## Source records
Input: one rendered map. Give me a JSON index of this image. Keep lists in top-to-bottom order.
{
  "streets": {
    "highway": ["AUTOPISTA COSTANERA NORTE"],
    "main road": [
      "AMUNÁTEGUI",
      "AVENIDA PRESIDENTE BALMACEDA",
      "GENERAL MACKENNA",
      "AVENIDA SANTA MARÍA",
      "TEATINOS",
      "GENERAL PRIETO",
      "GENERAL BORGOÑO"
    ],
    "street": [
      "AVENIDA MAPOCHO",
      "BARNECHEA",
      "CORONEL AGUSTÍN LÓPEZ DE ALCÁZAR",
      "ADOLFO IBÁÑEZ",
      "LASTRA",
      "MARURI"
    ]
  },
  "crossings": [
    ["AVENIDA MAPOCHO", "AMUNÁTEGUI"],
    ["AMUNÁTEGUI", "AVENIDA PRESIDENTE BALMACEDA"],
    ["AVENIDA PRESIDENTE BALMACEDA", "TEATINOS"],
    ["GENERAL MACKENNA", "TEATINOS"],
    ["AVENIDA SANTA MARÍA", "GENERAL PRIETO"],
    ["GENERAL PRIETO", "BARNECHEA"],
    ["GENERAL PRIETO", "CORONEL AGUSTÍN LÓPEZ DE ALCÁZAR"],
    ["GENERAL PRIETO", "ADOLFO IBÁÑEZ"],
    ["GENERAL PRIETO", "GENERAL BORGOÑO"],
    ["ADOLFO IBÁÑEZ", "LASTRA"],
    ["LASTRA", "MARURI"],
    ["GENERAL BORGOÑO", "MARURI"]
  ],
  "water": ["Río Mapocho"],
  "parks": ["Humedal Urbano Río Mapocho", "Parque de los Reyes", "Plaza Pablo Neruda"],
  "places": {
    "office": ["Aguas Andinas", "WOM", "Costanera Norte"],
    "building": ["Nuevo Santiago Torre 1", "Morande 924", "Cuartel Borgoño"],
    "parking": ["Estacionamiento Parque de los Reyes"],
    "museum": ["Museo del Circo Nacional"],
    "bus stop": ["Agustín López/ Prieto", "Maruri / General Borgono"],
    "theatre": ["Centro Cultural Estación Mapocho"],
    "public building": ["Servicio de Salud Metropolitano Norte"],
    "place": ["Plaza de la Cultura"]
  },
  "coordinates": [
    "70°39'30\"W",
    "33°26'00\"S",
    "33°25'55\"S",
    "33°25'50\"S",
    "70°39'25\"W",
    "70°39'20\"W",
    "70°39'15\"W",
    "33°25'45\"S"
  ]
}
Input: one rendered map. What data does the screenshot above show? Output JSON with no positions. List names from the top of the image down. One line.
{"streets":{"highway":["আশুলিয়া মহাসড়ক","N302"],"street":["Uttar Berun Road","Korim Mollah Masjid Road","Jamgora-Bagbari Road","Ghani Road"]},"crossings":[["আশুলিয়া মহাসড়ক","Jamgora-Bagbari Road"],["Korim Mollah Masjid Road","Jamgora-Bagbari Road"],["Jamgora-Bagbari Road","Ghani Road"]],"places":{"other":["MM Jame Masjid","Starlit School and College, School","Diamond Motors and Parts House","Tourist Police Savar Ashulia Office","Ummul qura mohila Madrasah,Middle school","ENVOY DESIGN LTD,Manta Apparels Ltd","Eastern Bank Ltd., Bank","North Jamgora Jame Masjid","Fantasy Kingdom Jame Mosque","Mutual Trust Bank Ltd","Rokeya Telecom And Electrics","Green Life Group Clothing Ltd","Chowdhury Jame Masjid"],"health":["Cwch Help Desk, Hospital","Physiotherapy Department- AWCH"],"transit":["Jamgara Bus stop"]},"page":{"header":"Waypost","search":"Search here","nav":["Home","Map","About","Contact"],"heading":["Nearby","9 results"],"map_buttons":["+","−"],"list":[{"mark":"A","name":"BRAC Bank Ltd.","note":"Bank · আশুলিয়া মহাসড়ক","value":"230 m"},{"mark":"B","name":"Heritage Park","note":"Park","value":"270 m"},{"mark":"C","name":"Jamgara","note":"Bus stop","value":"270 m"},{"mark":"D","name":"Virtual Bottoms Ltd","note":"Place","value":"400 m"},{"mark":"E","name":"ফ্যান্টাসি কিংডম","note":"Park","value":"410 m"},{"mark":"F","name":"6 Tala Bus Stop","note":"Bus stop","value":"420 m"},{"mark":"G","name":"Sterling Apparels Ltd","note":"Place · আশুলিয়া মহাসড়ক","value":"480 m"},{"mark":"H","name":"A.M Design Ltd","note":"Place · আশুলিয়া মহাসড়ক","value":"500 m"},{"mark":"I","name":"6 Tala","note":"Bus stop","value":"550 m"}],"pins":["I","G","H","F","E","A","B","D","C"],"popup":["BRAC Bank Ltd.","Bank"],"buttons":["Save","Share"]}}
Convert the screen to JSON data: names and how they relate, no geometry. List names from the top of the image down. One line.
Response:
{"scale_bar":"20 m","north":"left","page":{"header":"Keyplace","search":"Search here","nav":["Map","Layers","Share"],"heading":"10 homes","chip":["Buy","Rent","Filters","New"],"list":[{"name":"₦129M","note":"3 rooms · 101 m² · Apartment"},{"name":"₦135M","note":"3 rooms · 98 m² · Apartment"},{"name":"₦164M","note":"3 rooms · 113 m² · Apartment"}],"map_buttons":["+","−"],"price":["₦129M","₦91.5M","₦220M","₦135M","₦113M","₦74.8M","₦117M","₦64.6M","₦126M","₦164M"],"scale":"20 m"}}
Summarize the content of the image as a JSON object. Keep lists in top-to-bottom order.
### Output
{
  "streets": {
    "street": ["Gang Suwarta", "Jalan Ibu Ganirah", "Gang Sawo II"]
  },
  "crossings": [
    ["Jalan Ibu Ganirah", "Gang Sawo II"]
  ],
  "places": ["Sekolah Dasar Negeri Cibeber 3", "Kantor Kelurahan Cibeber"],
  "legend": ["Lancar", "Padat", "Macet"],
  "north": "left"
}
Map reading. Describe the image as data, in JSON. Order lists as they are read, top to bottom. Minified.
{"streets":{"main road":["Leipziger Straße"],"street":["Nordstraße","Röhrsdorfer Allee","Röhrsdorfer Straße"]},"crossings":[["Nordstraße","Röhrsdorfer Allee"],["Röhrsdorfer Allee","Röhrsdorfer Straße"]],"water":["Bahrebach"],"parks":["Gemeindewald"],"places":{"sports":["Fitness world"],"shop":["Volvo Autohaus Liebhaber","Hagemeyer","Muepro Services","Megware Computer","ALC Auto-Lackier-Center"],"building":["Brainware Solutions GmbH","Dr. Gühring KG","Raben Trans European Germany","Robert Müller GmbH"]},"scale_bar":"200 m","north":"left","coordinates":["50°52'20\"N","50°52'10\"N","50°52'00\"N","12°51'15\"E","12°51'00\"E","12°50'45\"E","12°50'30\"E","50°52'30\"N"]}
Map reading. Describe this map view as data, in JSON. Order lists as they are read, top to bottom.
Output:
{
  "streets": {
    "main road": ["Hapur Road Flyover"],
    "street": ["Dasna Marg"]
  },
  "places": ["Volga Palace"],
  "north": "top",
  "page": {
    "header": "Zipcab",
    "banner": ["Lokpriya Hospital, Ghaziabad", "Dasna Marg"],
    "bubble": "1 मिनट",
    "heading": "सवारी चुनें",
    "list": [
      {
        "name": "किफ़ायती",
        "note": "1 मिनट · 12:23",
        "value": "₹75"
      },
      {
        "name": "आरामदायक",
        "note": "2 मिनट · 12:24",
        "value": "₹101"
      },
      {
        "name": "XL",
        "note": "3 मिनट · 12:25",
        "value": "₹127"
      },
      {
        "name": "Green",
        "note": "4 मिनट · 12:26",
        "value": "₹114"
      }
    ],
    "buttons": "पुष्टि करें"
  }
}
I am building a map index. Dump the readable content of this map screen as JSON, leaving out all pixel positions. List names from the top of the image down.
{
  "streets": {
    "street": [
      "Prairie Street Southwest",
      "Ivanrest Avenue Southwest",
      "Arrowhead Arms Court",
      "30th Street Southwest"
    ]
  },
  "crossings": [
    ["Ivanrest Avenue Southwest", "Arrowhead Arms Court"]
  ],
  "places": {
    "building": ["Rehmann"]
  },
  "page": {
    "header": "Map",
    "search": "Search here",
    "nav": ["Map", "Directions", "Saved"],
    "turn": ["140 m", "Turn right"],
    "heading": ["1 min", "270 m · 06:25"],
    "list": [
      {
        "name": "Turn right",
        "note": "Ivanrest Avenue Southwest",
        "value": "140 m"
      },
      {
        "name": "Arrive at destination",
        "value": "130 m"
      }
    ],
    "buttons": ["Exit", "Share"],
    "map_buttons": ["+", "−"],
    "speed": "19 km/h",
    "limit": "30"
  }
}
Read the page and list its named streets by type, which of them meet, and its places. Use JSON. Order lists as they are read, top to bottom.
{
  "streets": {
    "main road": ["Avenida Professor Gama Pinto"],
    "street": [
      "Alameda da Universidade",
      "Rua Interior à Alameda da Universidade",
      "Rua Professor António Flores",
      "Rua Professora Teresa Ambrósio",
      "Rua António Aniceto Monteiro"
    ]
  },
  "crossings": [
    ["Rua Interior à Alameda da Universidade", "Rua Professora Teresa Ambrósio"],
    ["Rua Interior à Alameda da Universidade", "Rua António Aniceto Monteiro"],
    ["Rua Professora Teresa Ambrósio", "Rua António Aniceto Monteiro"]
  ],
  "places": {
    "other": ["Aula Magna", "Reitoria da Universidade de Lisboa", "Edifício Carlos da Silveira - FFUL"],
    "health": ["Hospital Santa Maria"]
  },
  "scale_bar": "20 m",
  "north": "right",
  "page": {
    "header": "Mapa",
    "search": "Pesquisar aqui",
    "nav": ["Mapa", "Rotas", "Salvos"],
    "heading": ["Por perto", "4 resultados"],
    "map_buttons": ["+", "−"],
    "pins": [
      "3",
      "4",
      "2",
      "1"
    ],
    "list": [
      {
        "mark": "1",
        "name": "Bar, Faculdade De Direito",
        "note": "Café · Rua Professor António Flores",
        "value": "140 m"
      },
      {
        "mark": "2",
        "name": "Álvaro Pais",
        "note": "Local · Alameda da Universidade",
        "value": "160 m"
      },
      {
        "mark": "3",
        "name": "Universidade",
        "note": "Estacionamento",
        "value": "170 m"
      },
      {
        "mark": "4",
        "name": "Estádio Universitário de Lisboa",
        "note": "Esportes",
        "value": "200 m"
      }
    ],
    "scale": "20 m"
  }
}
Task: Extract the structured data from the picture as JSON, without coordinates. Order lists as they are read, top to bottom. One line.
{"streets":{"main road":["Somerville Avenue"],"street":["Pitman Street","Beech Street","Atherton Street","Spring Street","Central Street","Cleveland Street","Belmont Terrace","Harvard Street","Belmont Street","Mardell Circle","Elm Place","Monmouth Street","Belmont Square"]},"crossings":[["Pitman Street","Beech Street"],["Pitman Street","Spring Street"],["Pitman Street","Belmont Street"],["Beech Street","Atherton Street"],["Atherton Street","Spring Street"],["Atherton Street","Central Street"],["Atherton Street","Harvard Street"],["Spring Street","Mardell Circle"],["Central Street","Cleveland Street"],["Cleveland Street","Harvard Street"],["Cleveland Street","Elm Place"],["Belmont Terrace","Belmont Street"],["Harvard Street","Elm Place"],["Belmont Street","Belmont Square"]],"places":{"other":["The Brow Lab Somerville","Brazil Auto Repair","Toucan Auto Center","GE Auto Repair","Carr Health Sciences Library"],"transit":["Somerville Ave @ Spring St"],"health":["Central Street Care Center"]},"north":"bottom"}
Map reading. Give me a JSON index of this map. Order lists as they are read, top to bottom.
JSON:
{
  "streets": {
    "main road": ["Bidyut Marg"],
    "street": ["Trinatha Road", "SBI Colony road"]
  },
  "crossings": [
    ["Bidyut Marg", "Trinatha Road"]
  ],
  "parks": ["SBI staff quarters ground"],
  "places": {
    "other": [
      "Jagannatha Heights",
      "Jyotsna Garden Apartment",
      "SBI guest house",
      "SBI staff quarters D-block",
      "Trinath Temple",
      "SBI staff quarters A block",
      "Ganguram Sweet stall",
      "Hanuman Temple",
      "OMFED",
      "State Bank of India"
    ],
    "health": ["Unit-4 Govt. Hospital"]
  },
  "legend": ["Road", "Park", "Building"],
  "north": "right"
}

## Task statement
Go through the data and gather every line that holds "António".

## Answer to the problem
      "Rua Professor António Flores",
      "Rua António Aniceto Monteiro"
    ["Rua Interior à Alameda da Universidade", "Rua António Aniceto Monteiro"],
    ["Rua Professora Teresa Ambrósio", "Rua António Aniceto Monteiro"]
        "note": "Café · Rua Professor António Flores",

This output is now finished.